**WHAT THE EXERCISE ASKS:** Repeat the records. Keep every word and mark exactly as it is.
****
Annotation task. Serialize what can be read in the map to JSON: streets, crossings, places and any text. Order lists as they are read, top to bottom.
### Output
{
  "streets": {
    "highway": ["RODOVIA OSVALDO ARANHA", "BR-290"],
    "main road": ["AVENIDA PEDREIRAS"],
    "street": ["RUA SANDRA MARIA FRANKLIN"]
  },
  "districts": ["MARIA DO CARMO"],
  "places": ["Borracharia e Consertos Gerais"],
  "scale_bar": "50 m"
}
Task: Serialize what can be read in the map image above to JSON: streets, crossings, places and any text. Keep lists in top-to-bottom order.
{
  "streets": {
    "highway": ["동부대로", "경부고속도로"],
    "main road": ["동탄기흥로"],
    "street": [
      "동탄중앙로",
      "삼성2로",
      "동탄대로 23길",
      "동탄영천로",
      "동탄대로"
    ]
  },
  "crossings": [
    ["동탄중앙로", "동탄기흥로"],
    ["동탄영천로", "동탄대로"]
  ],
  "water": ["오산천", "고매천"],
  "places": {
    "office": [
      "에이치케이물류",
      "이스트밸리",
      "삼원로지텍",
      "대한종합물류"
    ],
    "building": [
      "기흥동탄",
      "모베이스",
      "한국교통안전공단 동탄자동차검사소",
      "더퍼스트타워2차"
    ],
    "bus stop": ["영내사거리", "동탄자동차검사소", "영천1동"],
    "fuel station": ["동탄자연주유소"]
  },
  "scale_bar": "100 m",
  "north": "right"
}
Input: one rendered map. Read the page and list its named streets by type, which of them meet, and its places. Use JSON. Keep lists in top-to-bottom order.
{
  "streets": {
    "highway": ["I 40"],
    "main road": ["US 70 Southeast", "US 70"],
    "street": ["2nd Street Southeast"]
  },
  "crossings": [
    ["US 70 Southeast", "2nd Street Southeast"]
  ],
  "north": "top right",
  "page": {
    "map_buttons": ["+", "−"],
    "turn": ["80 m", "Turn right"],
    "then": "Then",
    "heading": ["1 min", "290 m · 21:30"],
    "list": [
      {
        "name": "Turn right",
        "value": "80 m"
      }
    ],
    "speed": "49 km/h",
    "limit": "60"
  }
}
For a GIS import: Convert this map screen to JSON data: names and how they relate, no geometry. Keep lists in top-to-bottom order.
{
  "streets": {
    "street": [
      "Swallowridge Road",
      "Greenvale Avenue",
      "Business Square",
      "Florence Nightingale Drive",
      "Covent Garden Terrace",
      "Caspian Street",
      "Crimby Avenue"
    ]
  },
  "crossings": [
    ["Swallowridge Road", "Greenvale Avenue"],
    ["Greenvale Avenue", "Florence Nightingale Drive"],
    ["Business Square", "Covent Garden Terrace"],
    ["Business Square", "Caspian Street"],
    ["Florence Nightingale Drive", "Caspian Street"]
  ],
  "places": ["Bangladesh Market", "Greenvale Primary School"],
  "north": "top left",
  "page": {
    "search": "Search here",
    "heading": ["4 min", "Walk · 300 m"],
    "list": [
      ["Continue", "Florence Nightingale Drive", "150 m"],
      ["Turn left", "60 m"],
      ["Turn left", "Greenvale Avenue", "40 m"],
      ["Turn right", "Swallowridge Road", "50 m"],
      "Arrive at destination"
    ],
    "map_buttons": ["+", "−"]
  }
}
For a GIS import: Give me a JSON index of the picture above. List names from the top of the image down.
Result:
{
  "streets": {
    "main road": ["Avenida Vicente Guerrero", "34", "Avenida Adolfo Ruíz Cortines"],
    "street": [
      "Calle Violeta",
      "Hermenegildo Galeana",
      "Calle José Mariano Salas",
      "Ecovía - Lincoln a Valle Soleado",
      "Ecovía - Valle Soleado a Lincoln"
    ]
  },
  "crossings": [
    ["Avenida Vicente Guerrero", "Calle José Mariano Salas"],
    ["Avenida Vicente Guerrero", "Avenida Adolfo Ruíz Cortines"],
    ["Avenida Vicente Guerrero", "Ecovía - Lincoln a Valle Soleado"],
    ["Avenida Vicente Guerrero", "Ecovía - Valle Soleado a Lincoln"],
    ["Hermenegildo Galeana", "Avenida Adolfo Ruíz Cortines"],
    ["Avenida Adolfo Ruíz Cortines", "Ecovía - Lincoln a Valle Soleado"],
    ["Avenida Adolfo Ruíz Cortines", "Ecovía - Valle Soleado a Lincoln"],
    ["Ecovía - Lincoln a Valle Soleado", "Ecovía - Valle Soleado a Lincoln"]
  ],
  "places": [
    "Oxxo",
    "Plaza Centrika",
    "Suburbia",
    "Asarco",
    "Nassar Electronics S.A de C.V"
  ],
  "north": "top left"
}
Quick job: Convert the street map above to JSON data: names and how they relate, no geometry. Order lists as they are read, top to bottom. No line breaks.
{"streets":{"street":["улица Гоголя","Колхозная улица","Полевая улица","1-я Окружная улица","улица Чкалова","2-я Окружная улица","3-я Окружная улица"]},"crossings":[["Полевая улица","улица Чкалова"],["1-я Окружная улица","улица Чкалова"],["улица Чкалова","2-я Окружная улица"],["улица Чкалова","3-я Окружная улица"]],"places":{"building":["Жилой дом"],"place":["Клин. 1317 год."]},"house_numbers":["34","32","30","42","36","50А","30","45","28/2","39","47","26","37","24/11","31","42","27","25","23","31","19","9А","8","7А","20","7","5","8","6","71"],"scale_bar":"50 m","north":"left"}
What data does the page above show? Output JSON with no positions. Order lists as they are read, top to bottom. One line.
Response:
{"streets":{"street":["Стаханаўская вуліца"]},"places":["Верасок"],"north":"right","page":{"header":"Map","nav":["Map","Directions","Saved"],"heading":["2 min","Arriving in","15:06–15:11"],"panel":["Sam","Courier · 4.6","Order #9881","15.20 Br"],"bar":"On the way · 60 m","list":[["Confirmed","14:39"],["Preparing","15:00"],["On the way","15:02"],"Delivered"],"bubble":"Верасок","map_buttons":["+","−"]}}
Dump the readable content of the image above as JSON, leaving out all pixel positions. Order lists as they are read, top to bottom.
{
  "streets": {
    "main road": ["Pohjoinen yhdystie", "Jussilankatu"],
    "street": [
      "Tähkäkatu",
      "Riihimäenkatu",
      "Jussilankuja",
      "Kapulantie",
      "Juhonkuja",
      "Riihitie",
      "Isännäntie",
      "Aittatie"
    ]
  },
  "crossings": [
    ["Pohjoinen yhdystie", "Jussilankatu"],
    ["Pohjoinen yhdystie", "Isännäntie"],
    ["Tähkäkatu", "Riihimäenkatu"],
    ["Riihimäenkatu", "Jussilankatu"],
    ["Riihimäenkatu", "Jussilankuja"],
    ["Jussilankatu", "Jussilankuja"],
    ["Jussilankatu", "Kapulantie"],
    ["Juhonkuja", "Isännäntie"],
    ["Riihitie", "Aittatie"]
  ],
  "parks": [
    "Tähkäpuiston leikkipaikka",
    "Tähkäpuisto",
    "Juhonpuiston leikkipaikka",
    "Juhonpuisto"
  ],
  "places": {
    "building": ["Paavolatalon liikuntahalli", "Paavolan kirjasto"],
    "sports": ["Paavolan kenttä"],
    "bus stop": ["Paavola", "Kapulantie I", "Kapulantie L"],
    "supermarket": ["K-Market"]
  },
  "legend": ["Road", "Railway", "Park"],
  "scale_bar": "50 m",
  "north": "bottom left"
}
****
**TASK SOLUTION:**
Annotation task. Serialize what can be read in the map to JSON: streets, crossings, places and any text. Order lists as they are read, top to bottom.
### Output
{
  "streets": {
    "highway": ["RODOVIA OSVALDO ARANHA", "BR-290"],
    "main road": ["AVENIDA PEDREIRAS"],
    "street": ["RUA SANDRA MARIA FRANKLIN"]
  },
  "districts": ["MARIA DO CARMO"],
  "places": ["Borracharia e Consertos Gerais"],
  "scale_bar": "50 m"
}
Task: Serialize what can be read in the map image above to JSON: streets, crossings, places and any text. Keep lists in top-to-bottom order.
{
  "streets": {
    "highway": ["동부대로", "경부고속도로"],
    "main road": ["동탄기흥로"],
    "street": [
      "동탄중앙로",
      "삼성2로",
      "동탄대로 23길",
      "동탄영천로",
      "동탄대로"
    ]
  },
  "crossings": [
    ["동탄중앙로", "동탄기흥로"],
    ["동탄영천로", "동탄대로"]
  ],
  "water": ["오산천", "고매천"],
  "places": {
    "office": [
      "에이치케이물류",
      "이스트밸리",
      "삼원로지텍",
      "대한종합물류"
    ],
    "building": [
      "기흥동탄",
      "모베이스",
      "한국교통안전공단 동탄자동차검사소",
      "더퍼스트타워2차"
    ],
    "bus stop": ["영내사거리", "동탄자동차검사소", "영천1동"],
    "fuel station": ["동탄자연주유소"]
  },
  "scale_bar": "100 m",
  "north": "right"
}
Input: one rendered map. Read the page and list its named streets by type, which of them meet, and its places. Use JSON. Keep lists in top-to-bottom order.
{
  "streets": {
    "highway": ["I 40"],
    "main road": ["US 70 Southeast", "US 70"],
    "street": ["2nd Street Southeast"]
  },
  "crossings": [
    ["US 70 Southeast", "2nd Street Southeast"]
  ],
  "north": "top right",
  "page": {
    "map_buttons": ["+", "−"],
    "turn": ["80 m", "Turn right"],
    "then": "Then",
    "heading": ["1 min", "290 m · 21:30"],
    "list": [
      {
        "name": "Turn right",
        "value": "80 m"
      }
    ],
    "speed": "49 km/h",
    "limit": "60"
  }
}
For a GIS import: Convert this map screen to JSON data: names and how they relate, no geometry. Keep lists in top-to-bottom order.
{
  "streets": {
    "street": [
      "Swallowridge Road",
      "Greenvale Avenue",
      "Business Square",
      "Florence Nightingale Drive",
      "Covent Garden Terrace",
      "Caspian Street",
      "Crimby Avenue"
    ]
  },
  "crossings": [
    ["Swallowridge Road", "Greenvale Avenue"],
    ["Greenvale Avenue", "Florence Nightingale Drive"],
    ["Business Square", "Covent Garden Terrace"],
    ["Business Square", "Caspian Street"],
    ["Florence Nightingale Drive", "Caspian Street"]
  ],
  "places": ["Bangladesh Market", "Greenvale Primary School"],
  "north": "top left",
  "page": {
    "search": "Search here",
    "heading": ["4 min", "Walk · 300 m"],
    "list": [
      ["Continue", "Florence Nightingale Drive", "150 m"],
      ["Turn left", "60 m"],
      ["Turn left", "Greenvale Avenue", "40 m"],
      ["Turn right", "Swallowridge Road", "50 m"],
      "Arrive at destination"
    ],
    "map_buttons": ["+", "−"]
  }
}
For a GIS import: Give me a JSON index of the picture above. List names from the top of the image down.
Result:
{
  "streets": {
    "main road": ["Avenida Vicente Guerrero", "34", "Avenida Adolfo Ruíz Cortines"],
    "street": [
      "Calle Violeta",
      "Hermenegildo Galeana",
      "Calle José Mariano Salas",
      "Ecovía - Lincoln a Valle Soleado",
      "Ecovía - Valle Soleado a Lincoln"
    ]
  },
  "crossings": [
    ["Avenida Vicente Guerrero", "Calle José Mariano Salas"],
    ["Avenida Vicente Guerrero", "Avenida Adolfo Ruíz Cortines"],
    ["Avenida Vicente Guerrero", "Ecovía - Lincoln a Valle Soleado"],
    ["Avenida Vicente Guerrero", "Ecovía - Valle Soleado a Lincoln"],
    ["Hermenegildo Galeana", "Avenida Adolfo Ruíz Cortines"],
    ["Avenida Adolfo Ruíz Cortines", "Ecovía - Lincoln a Valle Soleado"],
    ["Avenida Adolfo Ruíz Cortines", "Ecovía - Valle Soleado a Lincoln"],
    ["Ecovía - Lincoln a Valle Soleado", "Ecovía - Valle Soleado a Lincoln"]
  ],
  "places": [
    "Oxxo",
    "Plaza Centrika",
    "Suburbia",
    "Asarco",
    "Nassar Electronics S.A de C.V"
  ],
  "north": "top left"
}
Quick job: Convert the street map above to JSON data: names and how they relate, no geometry. Order lists as they are read, top to bottom. No line breaks.
{"streets":{"street":["улица Гоголя","Колхозная улица","Полевая улица","1-я Окружная улица","улица Чкалова","2-я Окружная улица","3-я Окружная улица"]},"crossings":[["Полевая улица","улица Чкалова"],["1-я Окружная улица","улица Чкалова"],["улица Чкалова","2-я Окружная улица"],["улица Чкалова","3-я Окружная улица"]],"places":{"building":["Жилой дом"],"place":["Клин. 1317 год."]},"house_numbers":["34","32","30","42","36","50А","30","45","28/2","39","47","26","37","24/11","31","42","27","25","23","31","19","9А","8","7А","20","7","5","8","6","71"],"scale_bar":"50 m","north":"left"}
What data does the page above show? Output JSON with no positions. Order lists as they are read, top to bottom. One line.
Response:
{"streets":{"street":["Стаханаўская вуліца"]},"places":["Верасок"],"north":"right","page":{"header":"Map","nav":["Map","Directions","Saved"],"heading":["2 min","Arriving in","15:06–15:11"],"panel":["Sam","Courier · 4.6","Order #9881","15.20 Br"],"bar":"On the way · 60 m","list":[["Confirmed","14:39"],["Preparing","15:00"],["On the way","15:02"],"Delivered"],"bubble":"Верасок","map_buttons":["+","−"]}}
Dump the readable content of the image above as JSON, leaving out all pixel positions. Order lists as they are read, top to bottom.
{
  "streets": {
    "main road": ["Pohjoinen yhdystie", "Jussilankatu"],
    "street": [
      "Tähkäkatu",
      "Riihimäenkatu",
      "Jussilankuja",
      "Kapulantie",
      "Juhonkuja",
      "Riihitie",
      "Isännäntie",
      "Aittatie"
    ]
  },
  "crossings": [
    ["Pohjoinen yhdystie", "Jussilankatu"],
    ["Pohjoinen yhdystie", "Isännäntie"],
    ["Tähkäkatu", "Riihimäenkatu"],
    ["Riihimäenkatu", "Jussilankatu"],
    ["Riihimäenkatu", "Jussilankuja"],
    ["Jussilankatu", "Jussilankuja"],
    ["Jussilankatu", "Kapulantie"],
    ["Juhonkuja", "Isännäntie"],
    ["Riihitie", "Aittatie"]
  ],
  "parks": [
    "Tähkäpuiston leikkipaikka",
    "Tähkäpuisto",
    "Juhonpuiston leikkipaikka",
    "Juhonpuisto"
  ],
  "places": {
    "building": ["Paavolatalon liikuntahalli", "Paavolan kirjasto"],
    "sports": ["Paavolan kenttä"],
    "bus stop": ["Paavola", "Kapulantie I", "Kapulantie L"],
    "supermarket": ["K-Market"]
  },
  "legend": ["Road", "Railway", "Park"],
  "scale_bar": "50 m",
  "north": "bottom left"
}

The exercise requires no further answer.